SICP - Solution: Exercise 1.41

Oct 29, 2018 06:04 · 202 words · 1 minute read

Exercise 1.41: Define a procedure double that takes a procedure of one argument as argument and returns a procedure that applies the original procedure twice. For example, if inc is a procedure that adds 1 to its argument, then (double inc) should be a procedure that adds 2. What value is returned by

(((double (double double)) inc) 5)

Solution

The definition of double is a function that takes a function as parameter and returns a function that apply it twice:

(define (double f)
  (lambda (x)
    (f (f x))))

Now, lets break (((double (double double)) inc) 5) step by step. (double double) is a procedure that return a procedure that applies its parameter four times:

((double f) x)→ (f (f x))
(((double double) f) x) → ((double (double f)) x)
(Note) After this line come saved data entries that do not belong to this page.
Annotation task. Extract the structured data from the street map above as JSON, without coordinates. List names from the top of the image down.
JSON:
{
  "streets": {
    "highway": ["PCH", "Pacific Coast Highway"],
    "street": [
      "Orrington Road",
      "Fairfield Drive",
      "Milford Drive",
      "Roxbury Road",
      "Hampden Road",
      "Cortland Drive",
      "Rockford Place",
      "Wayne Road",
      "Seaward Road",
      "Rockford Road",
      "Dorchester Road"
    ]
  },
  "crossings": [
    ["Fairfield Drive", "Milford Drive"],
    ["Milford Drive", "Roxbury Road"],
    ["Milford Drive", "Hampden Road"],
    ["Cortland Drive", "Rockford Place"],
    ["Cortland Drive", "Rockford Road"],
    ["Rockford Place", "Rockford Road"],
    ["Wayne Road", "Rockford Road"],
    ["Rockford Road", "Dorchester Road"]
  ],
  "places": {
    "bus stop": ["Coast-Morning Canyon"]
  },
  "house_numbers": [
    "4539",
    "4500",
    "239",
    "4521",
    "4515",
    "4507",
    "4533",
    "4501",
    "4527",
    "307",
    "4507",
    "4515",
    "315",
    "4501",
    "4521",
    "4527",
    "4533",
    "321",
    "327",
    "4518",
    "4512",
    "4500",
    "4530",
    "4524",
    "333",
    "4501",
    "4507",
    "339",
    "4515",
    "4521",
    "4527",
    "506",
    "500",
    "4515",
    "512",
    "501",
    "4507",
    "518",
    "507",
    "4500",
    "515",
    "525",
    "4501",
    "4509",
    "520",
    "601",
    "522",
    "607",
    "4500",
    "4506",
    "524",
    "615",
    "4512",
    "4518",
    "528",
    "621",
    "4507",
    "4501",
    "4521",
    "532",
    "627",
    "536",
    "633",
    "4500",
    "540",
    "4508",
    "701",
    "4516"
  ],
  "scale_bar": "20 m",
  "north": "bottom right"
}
Then (double (double double)) will return a procedure that applies (double double) twice:

(((double (double double)) f) x) → (((double double) ((double double) f)) x)
                                 → (((double double) (double (double f))) x)
                                 → (((double (double (double (double f))))) x)

This is a procedure that apply f $2\times2\times2\times2=16$ times.

Which means that (double (double double)) inc) is a procedure that applies inc 16 times. Thus (((double (double double)) inc) 5) should evaluate to 21.